**INSTRUCTIONS TO FOLLOW**:
Among the records below, how many lines contain the word "stream"? The answer is a single number.

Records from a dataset
****
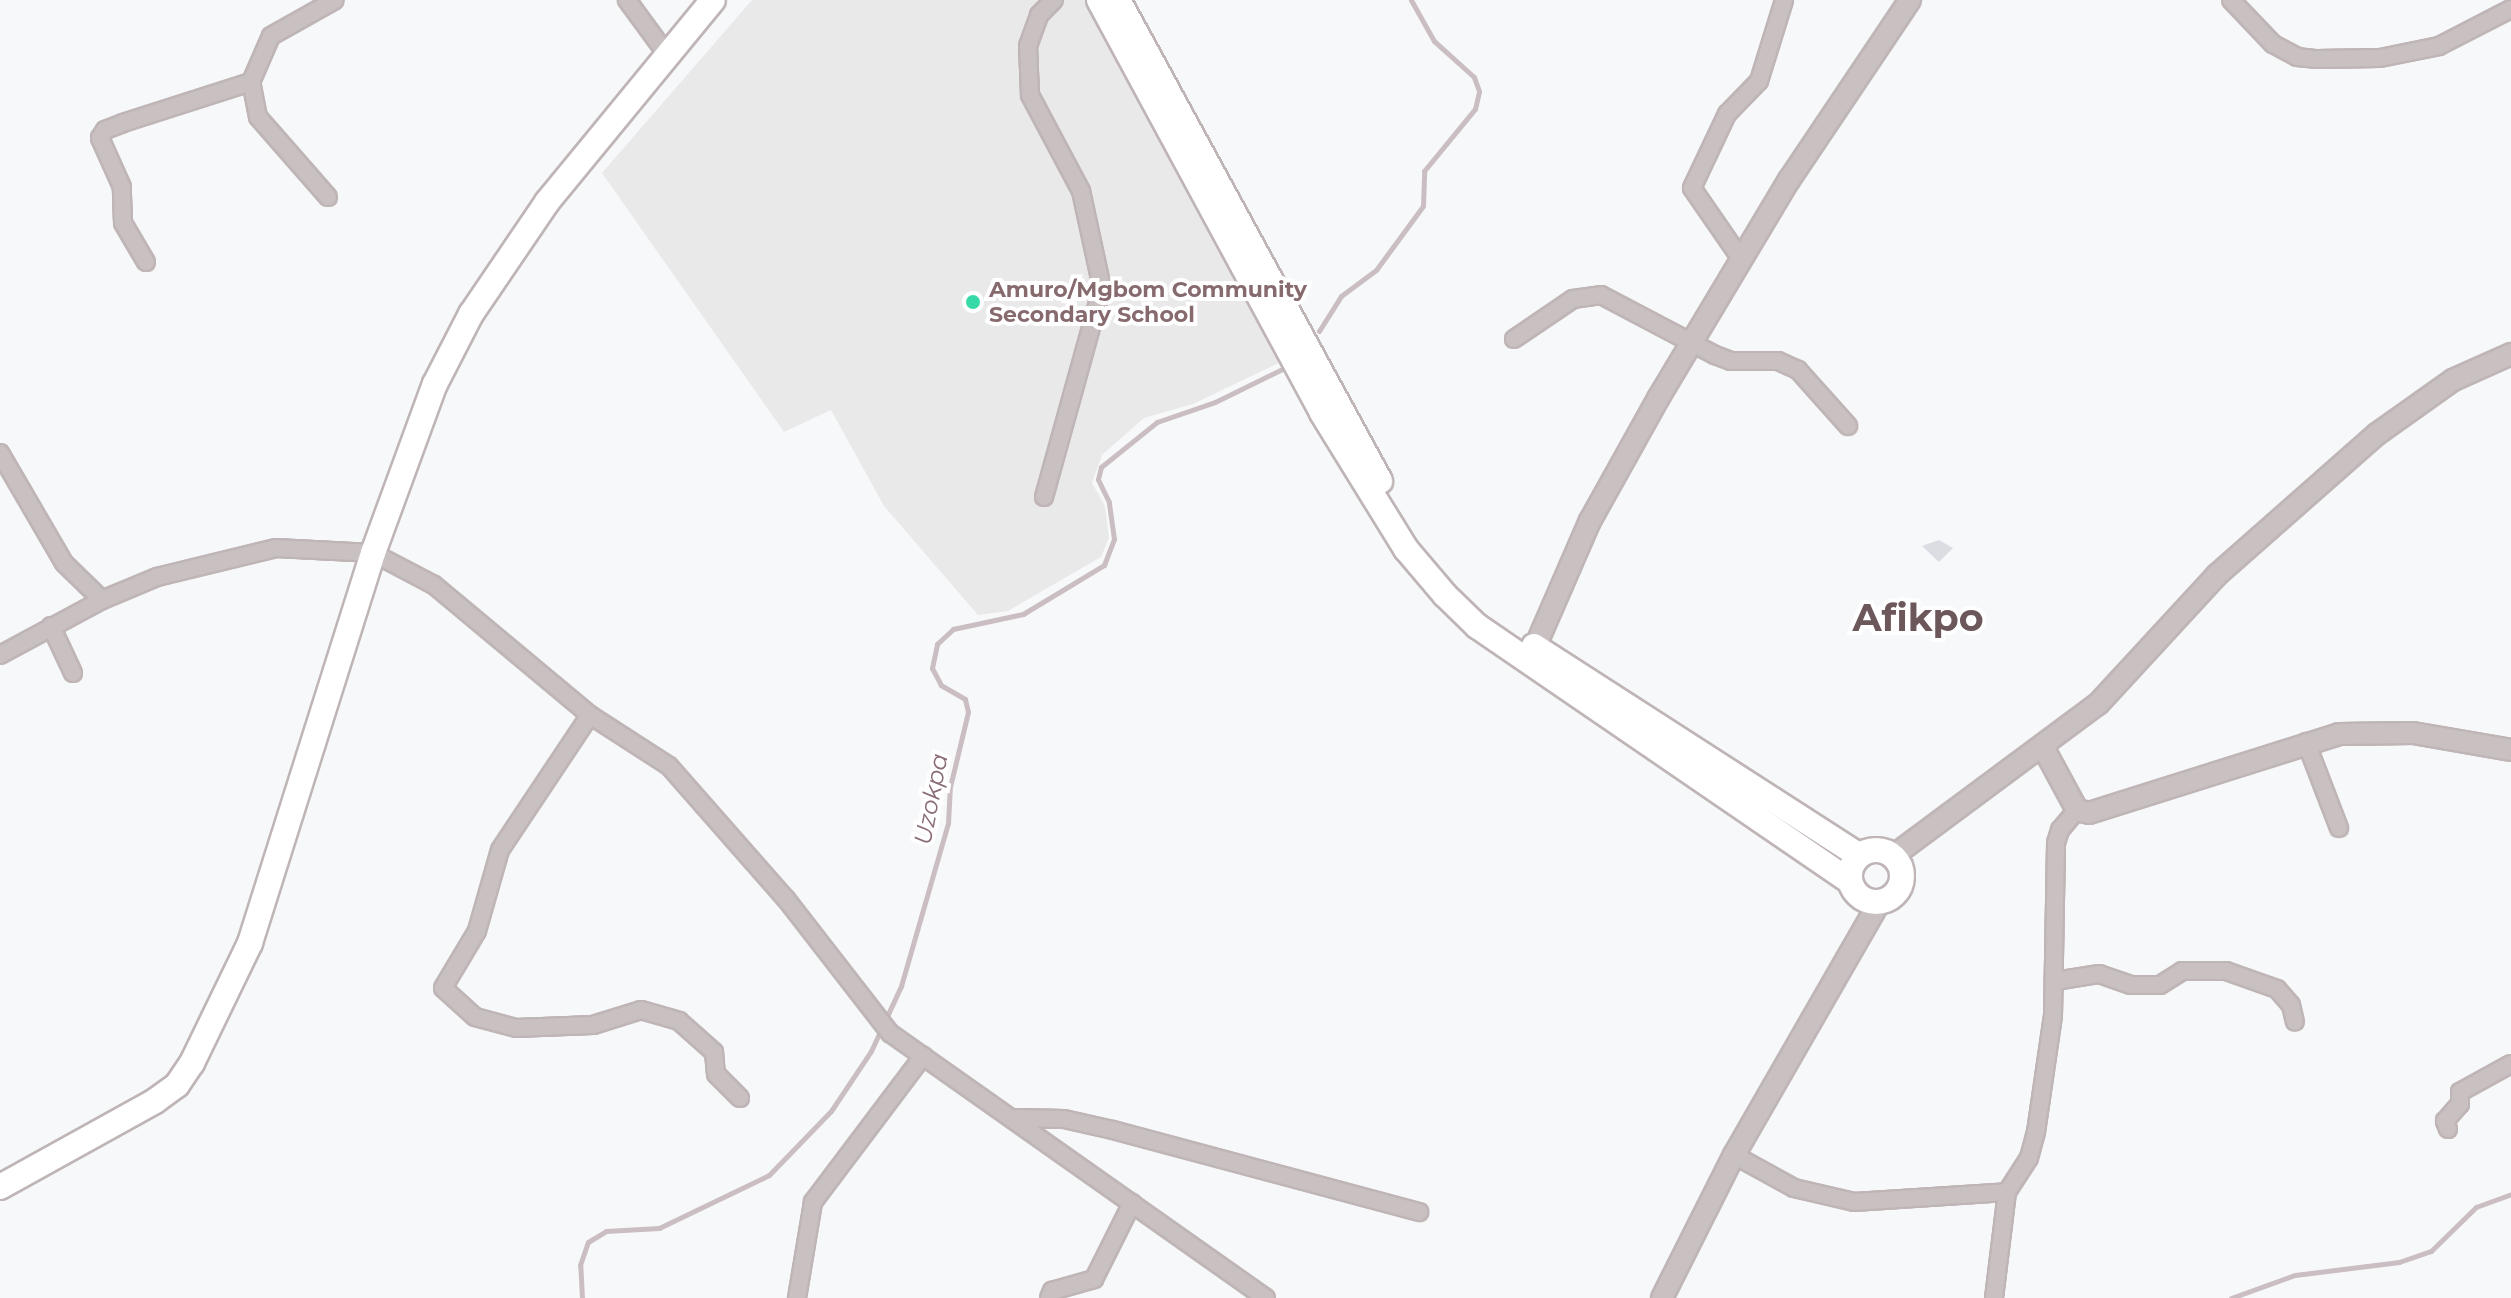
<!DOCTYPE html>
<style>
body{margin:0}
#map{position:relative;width:2511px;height:1298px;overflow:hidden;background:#f7f8f9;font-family:Montserrat,sans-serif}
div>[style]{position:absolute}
.built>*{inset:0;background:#eae9ea}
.green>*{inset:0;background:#dcdce3}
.stream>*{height:5px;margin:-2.5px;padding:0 2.5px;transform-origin:2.5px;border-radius:2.5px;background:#cbbec2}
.roads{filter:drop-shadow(2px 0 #bfb5b6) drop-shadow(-2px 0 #bfb5b6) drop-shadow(0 2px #bfb5b6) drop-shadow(0 -2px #bfb5b6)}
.minor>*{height:16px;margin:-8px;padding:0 8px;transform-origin:8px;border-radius:8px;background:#c8c0c1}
.tertiary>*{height:20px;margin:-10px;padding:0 10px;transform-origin:10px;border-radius:10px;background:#c8c0c1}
.secondary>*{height:24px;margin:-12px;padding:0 12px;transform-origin:12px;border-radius:12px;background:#fff}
.secondary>.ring{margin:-12px;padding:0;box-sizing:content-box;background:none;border:24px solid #fff;border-radius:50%}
.dots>*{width:22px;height:22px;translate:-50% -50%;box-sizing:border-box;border:4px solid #fff;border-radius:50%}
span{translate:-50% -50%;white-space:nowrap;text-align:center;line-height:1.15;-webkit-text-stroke:8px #fff;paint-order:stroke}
.poi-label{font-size:22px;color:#866a6d;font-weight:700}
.left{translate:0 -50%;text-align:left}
.water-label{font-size:24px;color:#886b73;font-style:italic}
.town-label{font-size:38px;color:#6c585a;font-weight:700}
</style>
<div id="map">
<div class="built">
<i style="clip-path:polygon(752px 0,1090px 0,1285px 360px,1193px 404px,1144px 418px,1102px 455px,1092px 483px,1105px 506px,1109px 538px,1101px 557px,1008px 611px,978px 615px,884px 506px,831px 410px,784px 432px,602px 173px)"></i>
</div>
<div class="green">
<i style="clip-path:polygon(1939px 540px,1953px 548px,1939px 562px,1922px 546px)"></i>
</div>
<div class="stream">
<i style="left:1319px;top:331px;width:41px;rotate:-57.8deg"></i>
<i style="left:1341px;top:296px;width:44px;rotate:-36.6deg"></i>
<i style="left:1376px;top:270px;width:79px;rotate:-53.7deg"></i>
<i style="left:1423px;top:206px;width:35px;rotate:-88deg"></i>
<i style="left:1424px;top:171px;width:80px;rotate:-50.6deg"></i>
<i style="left:1475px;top:109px;width:18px;rotate:-77deg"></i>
<i style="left:1479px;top:91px;width:15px;rotate:-110deg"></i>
<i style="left:1474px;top:77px;width:54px;rotate:-138deg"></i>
<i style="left:1434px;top:41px;width:47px;rotate:-119.3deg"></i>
<i style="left:582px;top:1298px;width:33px;rotate:-93deg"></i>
<i style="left:580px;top:1265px;width:24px;rotate:-71deg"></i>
<i style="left:588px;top:1242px;width:21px;rotate:-31deg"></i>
<i style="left:606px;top:1231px;width:53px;rotate:-3.2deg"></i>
<i style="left:659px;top:1228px;width:122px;rotate:-25.7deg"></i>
<i style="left:769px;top:1175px;width:89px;rotate:-45.9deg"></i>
<i style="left:831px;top:1111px;width:72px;rotate:-56.3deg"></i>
<i style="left:871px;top:1051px;width:72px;rotate:-65.2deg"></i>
<i style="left:901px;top:986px;width:170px;rotate:-73.9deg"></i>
<i style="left:948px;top:823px;width:36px;rotate:-87deg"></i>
<i style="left:950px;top:787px;width:77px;rotate:-76.5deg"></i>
<i style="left:968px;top:712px;width:13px;rotate:-103deg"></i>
<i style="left:965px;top:699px;width:28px;rotate:-150deg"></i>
<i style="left:941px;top:685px;width:19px;rotate:-118deg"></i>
<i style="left:932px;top:668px;width:25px;rotate:-78deg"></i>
<i style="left:937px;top:644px;width:22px;rotate:-43deg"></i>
<i style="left:953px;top:629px;width:72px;rotate:-12.1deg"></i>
<i style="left:1023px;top:614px;width:95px;rotate:-31.2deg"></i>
<i style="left:1104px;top:565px;width:28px;rotate:-69deg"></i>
<i style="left:1114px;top:539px;width:37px;rotate:-98deg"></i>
<i style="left:1109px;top:502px;width:25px;rotate:-116deg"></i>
<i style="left:1098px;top:479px;width:12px;rotate:-76deg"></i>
<i style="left:1101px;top:467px;width:72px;rotate:-38.8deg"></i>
<i style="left:1157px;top:422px;width:61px;rotate:-19deg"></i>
<i style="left:1215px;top:402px;width:75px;rotate:-26.2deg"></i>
<i style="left:2231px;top:1298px;width:68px;rotate:-19.8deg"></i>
<i style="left:2295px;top:1275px;width:105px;rotate:-7.1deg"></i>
<i style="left:2399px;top:1262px;width:34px;rotate:-19deg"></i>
<i style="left:2431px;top:1251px;width:63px;rotate:-44.4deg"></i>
<i style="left:2476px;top:1207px;width:37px;rotate:-20deg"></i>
</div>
<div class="roads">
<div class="minor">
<i style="left:627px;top:0;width:69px;rotate:53.8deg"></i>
<i style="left:2231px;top:0;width:61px;rotate:46.3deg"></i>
<i style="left:2273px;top:44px;width:27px;rotate:28deg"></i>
<i style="left:2297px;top:57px;width:20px;rotate:6deg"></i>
<i style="left:2317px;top:59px;width:63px;rotate:-0.9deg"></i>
<i style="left:2380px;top:58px;width:60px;rotate:-11.5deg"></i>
<i style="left:2439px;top:46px;width:81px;rotate:-27.2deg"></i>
<i style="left:328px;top:197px;width:106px;rotate:-131.2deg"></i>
<i style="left:258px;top:117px;width:36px;rotate:-101deg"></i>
<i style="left:251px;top:82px;width:50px;rotate:-66.5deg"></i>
<i style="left:271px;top:36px;width:73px;rotate:-29.4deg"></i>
<i style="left:1741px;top:259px;width:86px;rotate:-124.6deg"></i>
<i style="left:1692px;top:188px;width:82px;rotate:-64.7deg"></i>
<i style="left:1727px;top:114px;width:46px;rotate:-45.9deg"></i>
<i style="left:1759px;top:81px;width:85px;rotate:-72.8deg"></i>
<i style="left:146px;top:262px;width:45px;rotate:-120.5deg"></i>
<i style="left:123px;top:223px;width:36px;rotate:-92deg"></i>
<i style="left:122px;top:187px;width:54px;rotate:-114.2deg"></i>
<i style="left:100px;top:138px;width:9px;rotate:-58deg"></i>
<i style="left:105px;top:130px;width:19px;rotate:-21deg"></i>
<i style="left:123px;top:123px;width:134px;rotate:-17.8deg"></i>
<i style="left:1514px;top:339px;width:71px;rotate:-34.1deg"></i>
<i style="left:1573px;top:299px;width:28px;rotate:-8deg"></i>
<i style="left:1601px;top:295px;width:129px;rotate:27.8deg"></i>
<i style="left:1715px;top:355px;width:17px;rotate:21deg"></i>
<i style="left:1731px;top:361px;width:47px"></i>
<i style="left:1778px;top:361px;width:22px;rotate:24deg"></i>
<i style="left:1798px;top:370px;width:75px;rotate:48.2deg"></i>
<i style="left:0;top:453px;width:127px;rotate:59.8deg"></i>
<i style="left:64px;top:563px;width:53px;rotate:44.2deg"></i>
<i style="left:1044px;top:497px;width:217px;rotate:-74.5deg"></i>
<i style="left:1102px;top:288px;width:99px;rotate:-102.2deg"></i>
<i style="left:1081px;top:191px;width:109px;rotate:-118deg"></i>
<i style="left:1030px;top:95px;width:49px;rotate:-92.3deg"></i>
<i style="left:1028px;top:46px;width:33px;rotate:-70deg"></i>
<i style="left:1039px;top:15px;width:21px;rotate:-45deg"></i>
<i style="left:51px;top:626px;width:52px;rotate:64.9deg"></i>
<i style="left:0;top:655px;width:116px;rotate:-28.3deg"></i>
<i style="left:102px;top:600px;width:60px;rotate:-22.7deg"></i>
<i style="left:157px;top:577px;width:122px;rotate:-13.7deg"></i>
<i style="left:276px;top:548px;width:97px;rotate:3deg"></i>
<i style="left:373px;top:553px;width:69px;rotate:27.7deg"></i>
<i style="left:434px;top:585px;width:203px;rotate:39.8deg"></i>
<i style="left:590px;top:715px;width:94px;rotate:32.8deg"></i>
<i style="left:669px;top:766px;width:177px;rotate:48.7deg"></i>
<i style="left:786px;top:899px;width:170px;rotate:52.2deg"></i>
<i style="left:890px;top:1033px;width:460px;rotate:35.2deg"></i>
<i style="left:590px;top:715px;width:162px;rotate:123.7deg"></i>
<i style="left:500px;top:850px;width:84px;rotate:105.9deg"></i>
<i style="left:477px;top:931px;width:66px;rotate:120.8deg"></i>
<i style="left:443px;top:988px;width:43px;rotate:42.2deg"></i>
<i style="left:475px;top:1017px;width:42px;rotate:15deg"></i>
<i style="left:516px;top:1028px;width:77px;rotate:-2.2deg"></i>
<i style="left:593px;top:1025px;width:50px;rotate:-17.4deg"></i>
<i style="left:641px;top:1010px;width:40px;rotate:16deg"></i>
<i style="left:679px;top:1021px;width:47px;rotate:41.5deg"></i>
<i style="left:714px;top:1052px;width:22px;rotate:85deg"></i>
<i style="left:716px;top:1074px;width:34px;rotate:45deg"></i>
<i style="left:2306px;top:742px;width:92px;rotate:69deg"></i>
<i style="left:2055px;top:981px;width:45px;rotate:-9deg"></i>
<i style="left:2099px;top:974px;width:34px;rotate:19deg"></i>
<i style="left:2131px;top:985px;width:29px"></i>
<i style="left:2160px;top:985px;width:26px;rotate:-32deg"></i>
<i style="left:2182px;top:971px;width:44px"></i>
<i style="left:2226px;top:971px;width:54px;rotate:19.4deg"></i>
<i style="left:2277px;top:989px;width:21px;rotate:49deg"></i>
<i style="left:2291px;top:1005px;width:17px;rotate:77deg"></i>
<i style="left:1017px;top:1118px;width:47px;rotate:1.2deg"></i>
<i style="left:1064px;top:1119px;width:50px;rotate:12.7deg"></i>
<i style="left:1113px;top:1130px;width:317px;rotate:15deg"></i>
<i style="left:2448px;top:1129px;width:9px;rotate:-111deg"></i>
<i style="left:2445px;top:1121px;width:23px;rotate:-49deg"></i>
<i style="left:2460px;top:1104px;width:12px;rotate:-90deg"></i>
<i style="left:2460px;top:1092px;width:58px;rotate:-28.8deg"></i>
<i style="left:1734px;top:1155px;width:68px;rotate:28.8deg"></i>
<i style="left:1794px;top:1188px;width:62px;rotate:13.1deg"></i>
<i style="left:1854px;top:1202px;width:153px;rotate:-3.7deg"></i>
<i style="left:797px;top:1298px;width:97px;rotate:-80.5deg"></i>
<i style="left:813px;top:1202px;width:183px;rotate:-53deg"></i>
<i style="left:1049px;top:1298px;width:8px;rotate:-67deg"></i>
<i style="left:1052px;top:1291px;width:44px;rotate:-15.9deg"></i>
<i style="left:1094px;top:1279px;width:85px;rotate:-63.4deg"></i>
<i style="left:1994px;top:1298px;width:107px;rotate:-83deg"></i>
<i style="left:2007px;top:1192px;width:40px;rotate:-57.1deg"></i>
<i style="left:2029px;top:1158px;width:27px;rotate:-75deg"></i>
<i style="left:2036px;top:1132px;width:117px;rotate:-81.7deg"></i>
<i style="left:2053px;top:1016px;width:173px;rotate:-89deg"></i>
<i style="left:2056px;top:843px;width:14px;rotate:-73deg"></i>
<i style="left:2060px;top:830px;width:26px;rotate:-50deg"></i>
</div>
<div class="tertiary">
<i style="left:1529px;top:661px;width:153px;rotate:-66.5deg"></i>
<i style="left:1590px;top:521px;width:142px;rotate:-60.9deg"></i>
<i style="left:1659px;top:397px;width:253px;rotate:-59.1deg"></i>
<i style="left:1789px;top:180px;width:217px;rotate:-56.1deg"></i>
<i style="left:2044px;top:749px;width:69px;rotate:61.6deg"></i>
<i style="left:2077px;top:810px;width:12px;rotate:14deg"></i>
<i style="left:2089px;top:813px;width:262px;rotate:-17.5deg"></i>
<i style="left:2339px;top:734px;width:74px;rotate:-0.8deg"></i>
<i style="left:2413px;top:733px;width:99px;rotate:9.8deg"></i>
<i style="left:1893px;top:856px;width:255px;rotate:-36.6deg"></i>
<i style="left:2098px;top:704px;width:176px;rotate:-47.3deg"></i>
<i style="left:2217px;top:575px;width:213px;rotate:-41.4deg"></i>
<i style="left:2377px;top:434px;width:93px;rotate:-35.4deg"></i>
<i style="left:2453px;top:380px;width:64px;rotate:-24.1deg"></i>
<i style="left:1662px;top:1298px;width:160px;rotate:-63.3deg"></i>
<i style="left:1734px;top:1155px;width:291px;rotate:-60.1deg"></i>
</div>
<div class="secondary">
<i style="left:1099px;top:0;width:469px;rotate:61.6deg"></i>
<i style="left:1322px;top:413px;width:160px;rotate:58.3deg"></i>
<i style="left:1406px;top:549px;width:60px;rotate:49.7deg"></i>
<i style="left:1445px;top:595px;width:45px;rotate:44.1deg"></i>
<i style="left:1477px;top:626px;width:452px;rotate:34.4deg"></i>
<i style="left:1118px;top:0;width:548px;rotate:61.42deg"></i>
<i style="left:1534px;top:646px;width:386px;rotate:32.8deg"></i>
<i class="ring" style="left:1850px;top:850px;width:28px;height:28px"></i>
<i style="left:0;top:1187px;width:177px;rotate:-29deg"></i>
<i style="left:155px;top:1101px;width:27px;rotate:-36deg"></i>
<i style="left:177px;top:1085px;width:27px;rotate:-56deg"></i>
<i style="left:192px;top:1063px;width:133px;rotate:-64.2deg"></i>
<i style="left:250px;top:943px;width:409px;rotate:-72.5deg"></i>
<i style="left:373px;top:553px;width:180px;rotate:-69.9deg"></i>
<i style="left:435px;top:384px;width:79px;rotate:-62.8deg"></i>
<i style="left:471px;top:314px;width:135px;rotate:-55.8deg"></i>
<i style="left:547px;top:202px;width:261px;rotate:-50.6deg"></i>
</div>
</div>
<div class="dots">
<i style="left:973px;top:302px;background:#38d9a8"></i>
</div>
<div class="poi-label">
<span class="left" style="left:989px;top:302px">Amuro/Mgbom Community<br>Secondary School</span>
</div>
<div class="water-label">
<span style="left:931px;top:799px;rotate:-79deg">Uzokpa</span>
</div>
<div class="town-label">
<span style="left:1918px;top:618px">Afikpo</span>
</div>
</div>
****
**TASK RESULT**:
2